The rapid increase in mucormycosis (also known as “black fungus”) cases has brought greater challenges to India’s medical system as it responds to a large number of second wave of COVID-19 infections.
Read the information about myxomycosis, the opinions of health experts, and the scientific evidence behind the recent increase in cases.
What is mucormycosis?
Mucormycosis is a fungal infection that can cause black or discoloration of the nose, blurred or double vision, chest pain, difficulty breathing, and coughing.
Mucormycosis is caused by exposure to slime mold, which is usually found in soil, air, and even human noses and mucus.
It spreads through the respiratory tract and erode facial structures. Sometimes, the doctor will have to surgically remove the infected eye to prevent the infection from reaching the brain.
The disease is closely related to diabetes and diseases that damage the immune system. Experts say that excessive use of drugs that suppress the immune system during the COVID-19 pandemic may cause the disease to surge.
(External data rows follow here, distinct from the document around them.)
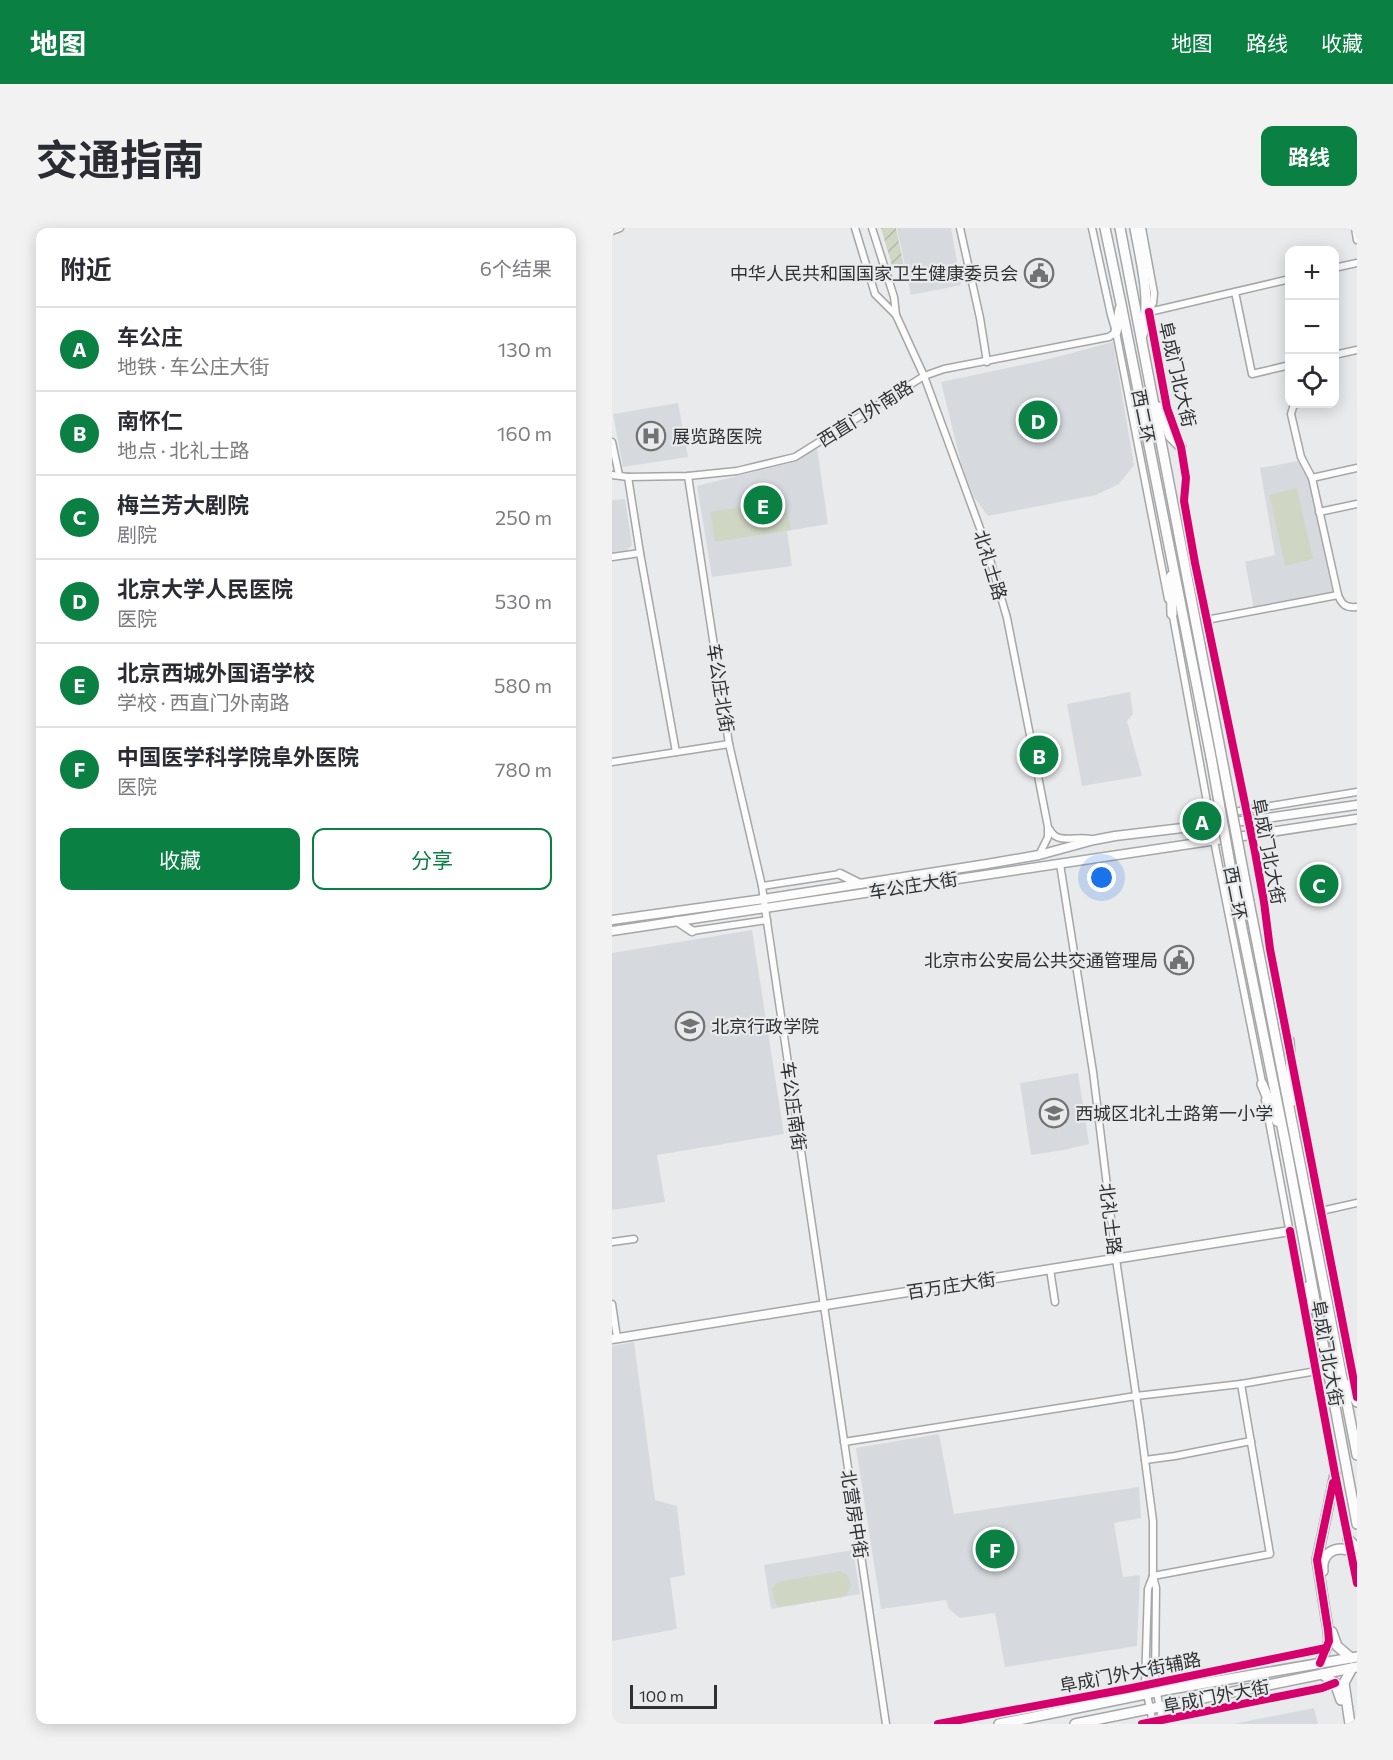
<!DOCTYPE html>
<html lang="zh">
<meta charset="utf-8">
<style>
:root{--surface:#fff;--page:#f2f2f3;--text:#2b2b33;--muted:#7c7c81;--line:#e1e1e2;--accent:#0b8043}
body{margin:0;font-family:Commissioner,"Noto Sans SC",sans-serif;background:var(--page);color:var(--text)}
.controls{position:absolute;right:18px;top:18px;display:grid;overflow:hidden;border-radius:12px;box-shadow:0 3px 15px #0003}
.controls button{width:54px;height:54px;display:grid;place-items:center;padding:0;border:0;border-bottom:2px solid var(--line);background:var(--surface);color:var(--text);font:30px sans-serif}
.scale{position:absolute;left:18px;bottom:15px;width:87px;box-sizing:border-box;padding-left:6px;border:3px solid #303132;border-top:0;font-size:16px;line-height:21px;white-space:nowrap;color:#303132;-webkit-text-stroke:4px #e8eaec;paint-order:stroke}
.you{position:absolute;left:490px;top:650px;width:21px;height:21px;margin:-15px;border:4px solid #fff;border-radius:50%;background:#1a73e8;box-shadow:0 0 0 9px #1a73e833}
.badge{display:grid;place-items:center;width:39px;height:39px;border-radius:50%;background:var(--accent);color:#fff;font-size:20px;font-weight:700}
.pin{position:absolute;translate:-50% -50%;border:3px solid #fff;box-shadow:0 2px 6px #0006}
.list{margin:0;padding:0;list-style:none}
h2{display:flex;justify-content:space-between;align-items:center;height:78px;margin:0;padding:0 24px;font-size:26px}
h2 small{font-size:20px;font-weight:400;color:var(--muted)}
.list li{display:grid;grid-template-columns:39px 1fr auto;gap:18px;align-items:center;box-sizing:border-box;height:84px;padding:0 24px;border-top:2px solid var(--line)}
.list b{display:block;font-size:22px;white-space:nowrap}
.list p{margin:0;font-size:20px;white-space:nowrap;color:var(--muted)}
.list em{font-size:20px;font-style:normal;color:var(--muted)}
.actions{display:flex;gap:12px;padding:18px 24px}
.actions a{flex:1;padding:14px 0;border:2px solid var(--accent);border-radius:12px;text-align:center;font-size:21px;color:var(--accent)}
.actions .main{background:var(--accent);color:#fff}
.icon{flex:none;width:33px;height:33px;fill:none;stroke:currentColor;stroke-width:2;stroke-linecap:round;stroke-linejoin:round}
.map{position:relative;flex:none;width:745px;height:1496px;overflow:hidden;border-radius:12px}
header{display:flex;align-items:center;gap:36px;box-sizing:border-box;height:84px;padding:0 30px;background:var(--accent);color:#fff}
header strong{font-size:28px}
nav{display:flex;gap:33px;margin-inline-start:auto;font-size:21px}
.intro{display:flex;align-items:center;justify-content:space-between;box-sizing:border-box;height:144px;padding:0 36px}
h1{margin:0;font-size:42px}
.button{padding:15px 27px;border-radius:12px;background:var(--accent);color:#fff;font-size:21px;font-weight:700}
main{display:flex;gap:36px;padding:0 36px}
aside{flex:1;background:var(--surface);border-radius:12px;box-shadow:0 3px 15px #0003}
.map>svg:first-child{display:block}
</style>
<header>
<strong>地图</strong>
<nav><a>地图</a><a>路线</a><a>收藏</a></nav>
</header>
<div class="intro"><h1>交通指南</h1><a class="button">路线</a></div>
<main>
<aside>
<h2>附近<small>6个结果</small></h2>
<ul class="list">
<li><span class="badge">A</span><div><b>车公庄</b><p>地铁 · 车公庄大街</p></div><em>130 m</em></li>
<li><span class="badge">B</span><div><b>南怀仁</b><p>地点 · 北礼士路</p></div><em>160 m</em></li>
<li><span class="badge">C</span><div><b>梅兰芳大剧院</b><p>剧院</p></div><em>250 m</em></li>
<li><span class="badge">D</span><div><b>北京大学人民医院</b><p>医院</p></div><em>530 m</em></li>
<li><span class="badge">E</span><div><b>北京西城外国语学校</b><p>学校 · 西直门外南路</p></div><em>580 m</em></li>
<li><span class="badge">F</span><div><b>中国医学科学院阜外医院</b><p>医院</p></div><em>780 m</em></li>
</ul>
<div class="actions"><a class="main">收藏</a><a>分享</a></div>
</aside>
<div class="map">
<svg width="745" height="1496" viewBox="0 0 745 1496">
<defs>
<pattern id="garden-furrows" width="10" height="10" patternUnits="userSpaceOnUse" patternTransform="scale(1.5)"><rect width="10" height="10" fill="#cfd7c4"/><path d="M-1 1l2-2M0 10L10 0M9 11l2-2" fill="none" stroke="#b2b9a9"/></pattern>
</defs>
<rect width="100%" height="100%" fill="#e9eaeb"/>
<g fill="#d6dadf">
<polygon points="285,0 339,0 349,57 299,67"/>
<polygon points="501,114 522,237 507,256 484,267 376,288 362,269 349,235 329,154 433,132"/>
<polygon points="66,175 76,229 11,239 1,186"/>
<polygon points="205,219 216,296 175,303 180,338 100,349 85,258 185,233"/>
<polygon points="686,233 697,250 721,365 642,381 633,334 663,327 648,240"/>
<polygon points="13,271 20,317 13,324 0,326 0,272"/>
<polygon points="518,464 521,486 515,493 530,548 470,558 455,476"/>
<polygon points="140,702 172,906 45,927 53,974 0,982 0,725"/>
<polygon points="466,845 477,916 452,922 419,927 408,855"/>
<polygon points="22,1114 43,1272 65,1278 73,1347 58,1350 65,1401 0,1413 0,1118"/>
<polygon points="327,1206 342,1286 527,1259 529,1290 502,1295 511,1349 528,1347 525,1418 393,1439 383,1385 348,1390 337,1381 334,1372 269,1381 244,1220"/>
<polygon points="241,1322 248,1366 159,1381 152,1337"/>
<polygon points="702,1480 706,1496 621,1496"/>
</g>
<g fill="#cfd7c4">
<polygon points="685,260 701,331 673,338 657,267"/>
<polygon points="173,271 179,302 103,314 98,284"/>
<polygon points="228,1343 235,1347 239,1357 235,1366 231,1369 167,1379 163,1375 160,1361 165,1354"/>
</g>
<polygon fill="url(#garden-furrows)" points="269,0 284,0 292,39 281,41"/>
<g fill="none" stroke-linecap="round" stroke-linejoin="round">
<g stroke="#a5a6a7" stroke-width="9">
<g id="minor">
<polyline points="243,0 263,66 284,87"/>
<polyline points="260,0 282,69 284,87 312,148 373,314 395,390 436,599 436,609 427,627"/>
<polyline points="348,0 368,90 375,134"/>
<polyline points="480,0 499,87 504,104 556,371"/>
<polyline points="530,0 542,65 541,75 537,83"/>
<polyline points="743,0 745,12"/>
<polyline points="0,3 8,0"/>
<polyline points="722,40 745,35"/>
<polyline points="623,64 640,146 678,137"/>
<polyline points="536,81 555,180 569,219 574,250 572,273 583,335 643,624 652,674 658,721 677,815"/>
<polyline points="537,84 678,51"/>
<polyline points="722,127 745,122"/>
<path d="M685,176H682L679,186L689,229L700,250L726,367C730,377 734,380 745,379"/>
<polyline points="0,214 7,247"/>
<polyline points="0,247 16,249 76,248 125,243 183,229 312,148 332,141 497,109 504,104"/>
<polyline points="76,248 117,516 150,658 153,680 274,1496"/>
<polyline points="16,249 28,325 64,524"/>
<polyline points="700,250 745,240"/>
<polyline points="707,284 745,276"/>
<polyline points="0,329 28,325"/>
<polyline points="560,383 604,623 651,859"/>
<polyline points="594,392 726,367"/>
<polyline points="0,534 117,516"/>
<polyline points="597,588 745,564"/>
<path d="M438,602C446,618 468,606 482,612"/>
<polyline points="448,636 481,844 504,1031 528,1194 541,1293 541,1348 544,1360 543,1455 551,1496"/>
<polyline points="150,658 228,646"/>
<polyline points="80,703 155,692"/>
<polyline points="683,845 745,1169"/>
<polyline points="653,872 723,1246 745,1355"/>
<polyline points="709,983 745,975"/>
<polyline points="0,1014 22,1011"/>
<polyline points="438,1041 443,1074"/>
<polyline points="0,1076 5,1110"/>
<polyline points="232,1214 524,1168 629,1156"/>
<polyline points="533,1232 563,1228 639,1213"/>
<polyline points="541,1348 658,1326 629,1156 699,1144"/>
<polyline points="541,1348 536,1361 533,1457 541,1495"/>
<polyline points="326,1496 515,1461 714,1420"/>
<polyline points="530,1496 710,1460 723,1455"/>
</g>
</g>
<g stroke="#a5a6a7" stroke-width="11">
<g id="major">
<polyline points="228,646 248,656"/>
<polyline points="0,692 152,671 375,636 427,627 482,612 503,608 655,590 745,577"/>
<polyline points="65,693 80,703"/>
<polyline points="0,703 745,591"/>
<polyline points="0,1111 678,1003"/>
</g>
</g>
<g stroke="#a5a6a7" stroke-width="12">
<g id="highway">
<polyline points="493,0 509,76 599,529"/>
<polyline points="508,0 609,526"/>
<path d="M523,0C529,35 540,72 530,107"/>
<polyline points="504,104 508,81"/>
<polyline points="547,179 558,208 569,219"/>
<polyline points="559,348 560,386"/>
<polyline points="637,674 745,1227"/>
<polyline points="625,676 673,913 745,1296"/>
<polyline points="677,813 681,873"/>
<polyline points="650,856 665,893"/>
<polyline points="694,1086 697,1058"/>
<polyline points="734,1156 745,1174"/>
<polyline points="736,1311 745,1320"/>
<path d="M711,1343C709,1325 723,1317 739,1323"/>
<polyline points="720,1404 725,1418 739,1430"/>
<polyline points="708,1435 717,1413 716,1402 705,1332 723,1246"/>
<polyline points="710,1446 723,1455 729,1472"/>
<polyline points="387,1496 553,1462 745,1429"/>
<polyline points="463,1496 745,1439"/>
<polyline points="738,1496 732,1455 740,1440"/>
</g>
</g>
<use href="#minor" stroke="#fcfcfc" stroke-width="6"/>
<use href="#major" stroke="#fcfcfc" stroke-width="8"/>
<use href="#highway" stroke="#fcfcfc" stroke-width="9"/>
<g stroke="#a5a6a7" stroke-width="12" stroke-linecap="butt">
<g id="highway-bridge">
<polyline points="609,526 637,674"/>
<polyline points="599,529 625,676"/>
</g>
</g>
<use href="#highway-bridge" stroke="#fcfcfc" stroke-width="9"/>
<g stroke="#e8eaec" stroke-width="11">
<g id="cycleway">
<polyline points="537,84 555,180 569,219 574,250 572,273 583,335 643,624 652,674 658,721 745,1169"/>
<polyline points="678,1003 723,1246 745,1355"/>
<polyline points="708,1435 717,1413 716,1402 705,1332 721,1255"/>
<polyline points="326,1496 515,1461 714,1420"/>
<polyline points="530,1496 710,1460 723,1455"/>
</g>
</g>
<use href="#cycleway" stroke="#d6006c" stroke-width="8"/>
</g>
<defs>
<g id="civic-ring" transform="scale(1.5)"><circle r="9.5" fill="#e8eaec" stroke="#717273" stroke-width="1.5"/><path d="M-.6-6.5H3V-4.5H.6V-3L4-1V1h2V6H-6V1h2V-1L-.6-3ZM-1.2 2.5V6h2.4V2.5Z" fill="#717273"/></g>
<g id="hospital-ring" transform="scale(1.5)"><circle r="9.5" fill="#e8eaec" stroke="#717273" stroke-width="1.5"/><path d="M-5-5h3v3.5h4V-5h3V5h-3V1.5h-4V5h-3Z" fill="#717273"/></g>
<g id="university-ring" transform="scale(1.5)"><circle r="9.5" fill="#e8eaec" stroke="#717273" stroke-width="1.5"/><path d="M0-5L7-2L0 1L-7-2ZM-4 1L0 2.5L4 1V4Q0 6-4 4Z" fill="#717273"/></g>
<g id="school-ring" transform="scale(1.5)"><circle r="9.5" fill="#e8eaec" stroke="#717273" stroke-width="1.5"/><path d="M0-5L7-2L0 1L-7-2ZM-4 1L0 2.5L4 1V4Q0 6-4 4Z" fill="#717273"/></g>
</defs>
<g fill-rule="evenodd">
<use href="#civic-ring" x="427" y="45"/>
<use href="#hospital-ring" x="39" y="208"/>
<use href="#civic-ring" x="567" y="732"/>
<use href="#university-ring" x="78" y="798"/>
<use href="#school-ring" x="442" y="885"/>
</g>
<g text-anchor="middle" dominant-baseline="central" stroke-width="4.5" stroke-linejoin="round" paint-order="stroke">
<g font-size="18" fill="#303132" stroke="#e8eaec" text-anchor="start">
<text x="406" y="45" text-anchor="end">中华人民共和国国家卫生健康委员会</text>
<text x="60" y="208">展览路医院</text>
<text x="546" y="732" text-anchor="end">北京市公安局公共交通管理局</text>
<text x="99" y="798">北京行政学院</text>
<text x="463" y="885">西城区北礼士路第一小学</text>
</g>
<g font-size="18" fill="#303132" stroke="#e8eaec">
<text transform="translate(566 146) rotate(77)">阜成门北大街</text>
<text transform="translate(253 185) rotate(-32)">西直门外南路</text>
<text transform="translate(532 188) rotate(79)">西二环</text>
<text transform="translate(379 337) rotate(73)">北礼士路</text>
<text transform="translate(109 460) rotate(81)">车公庄北街</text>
<text transform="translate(657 623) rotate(79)">阜成门北大街</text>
<text transform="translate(301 657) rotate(-9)">车公庄大街</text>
<text transform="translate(624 665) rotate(79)">西二环</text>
<text transform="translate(182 878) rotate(82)">车公庄南街</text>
<text transform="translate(499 991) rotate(83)">北礼士路</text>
<text transform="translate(339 1057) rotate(-9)">百万庄大街</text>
<text transform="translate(716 1125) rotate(80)">阜成门北大街</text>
<text transform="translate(243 1286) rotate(81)">北营房中街</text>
<text transform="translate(518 1444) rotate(-11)">阜成门外大街辅路</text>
<text transform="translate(604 1468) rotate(-11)">阜成门外大街</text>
</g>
</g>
</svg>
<div class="controls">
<button>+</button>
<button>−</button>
<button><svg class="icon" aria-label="locate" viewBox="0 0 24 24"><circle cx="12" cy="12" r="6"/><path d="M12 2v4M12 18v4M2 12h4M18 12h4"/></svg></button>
</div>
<div class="scale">100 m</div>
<div class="you"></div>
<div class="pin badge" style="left:590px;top:593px">A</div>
<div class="pin badge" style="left:427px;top:527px">B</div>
<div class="pin badge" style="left:707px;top:656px">C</div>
<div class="pin badge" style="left:426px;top:192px">D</div>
<div class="pin badge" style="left:151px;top:277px">E</div>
<div class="pin badge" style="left:383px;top:1321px">F</div>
</div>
</main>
According to data from the US Centers for Disease Control and Prevention, the mortality rate of mucormycosis is 54%, depending on the patient’s condition and affected body parts.
Last Saturday, Federal Minister of Chemistry and Fertilizer Sadananda Gowda said that nearly 9,000 cases have been reported in India in recent weeks, most of which have contracted COVID-19 or have recovered from the disease. Normally, the country records less than 20 cases each year.
The infection caused a shortage of amphotericin B, the drug used to treat the disease. Gowda did not share the death toll, but local media said more than 250 people died from the disease.
Is it contagious?
The disease is not contagious, which means it cannot be spread through contact between humans and animals.
But it does spread from the fungal spores in the air or the environment, and it is almost unavoidable.
K Bhujang Shetty, head of the Narayana Nethralaya Eye Hospital, said: “Bacteria and fungi are already in our bodies, but they are still controlled by the human immune system.”
“When the immune system declines due to cancer treatment, diabetes or steroid use, these organisms have the upper hand and they reproduce,” Shetty said.
Is it spread through unsterilized cylinders or ventilators?
It’s hard to tell.
Experts say that unsanitary conditions may increase the risk of infection.
Nishant Kumar, an ophthalmologist at Hinduja Hospital in Mumbai, said: “There are many contaminants in the pipelines for oxygen, the cylinders that are in use, and the humidifiers that have been used.”
“If you are immunosuppressed and use these pipes and oxygen for a long time, then these infections will have more chances to enter.”
But opinions are divided on this point.
“Even before April, hospitals were dirty. We need to conduct epidemiological studies to assess why these cases are still increasing.” Senior doctor and senior doctor at the Mahatma Gandhi Institute of Medical Sciences in Maharashtra Researcher SP Kalantri said.
Why is mucormycosis and not other fungal infections?
COVID-19 is associated with a wide range of secondary bacterial and fungal infections, but experts say that the second wave of COVID-19 in India has created an ideal environment for mucormycosis.
The researchers wrote in the journal “Diabetes and Metabolic Syndrome: Clinical Research and Review” that hypoxia, diabetes, high iron levels, immunosuppression, and several other factors, including long-term hospitalization in mechanical ventilators, create constrictive mucormycosis. An ideal environment.
“This is a new challenge, and the situation looks bleak.” said Ambrish Mithal, chairman and head of the endocrinology and diabetes department of Max Healthcare, a chain of private hospitals in India.
“I used to have only a few cases a year before, but the current infection rate is frightening.”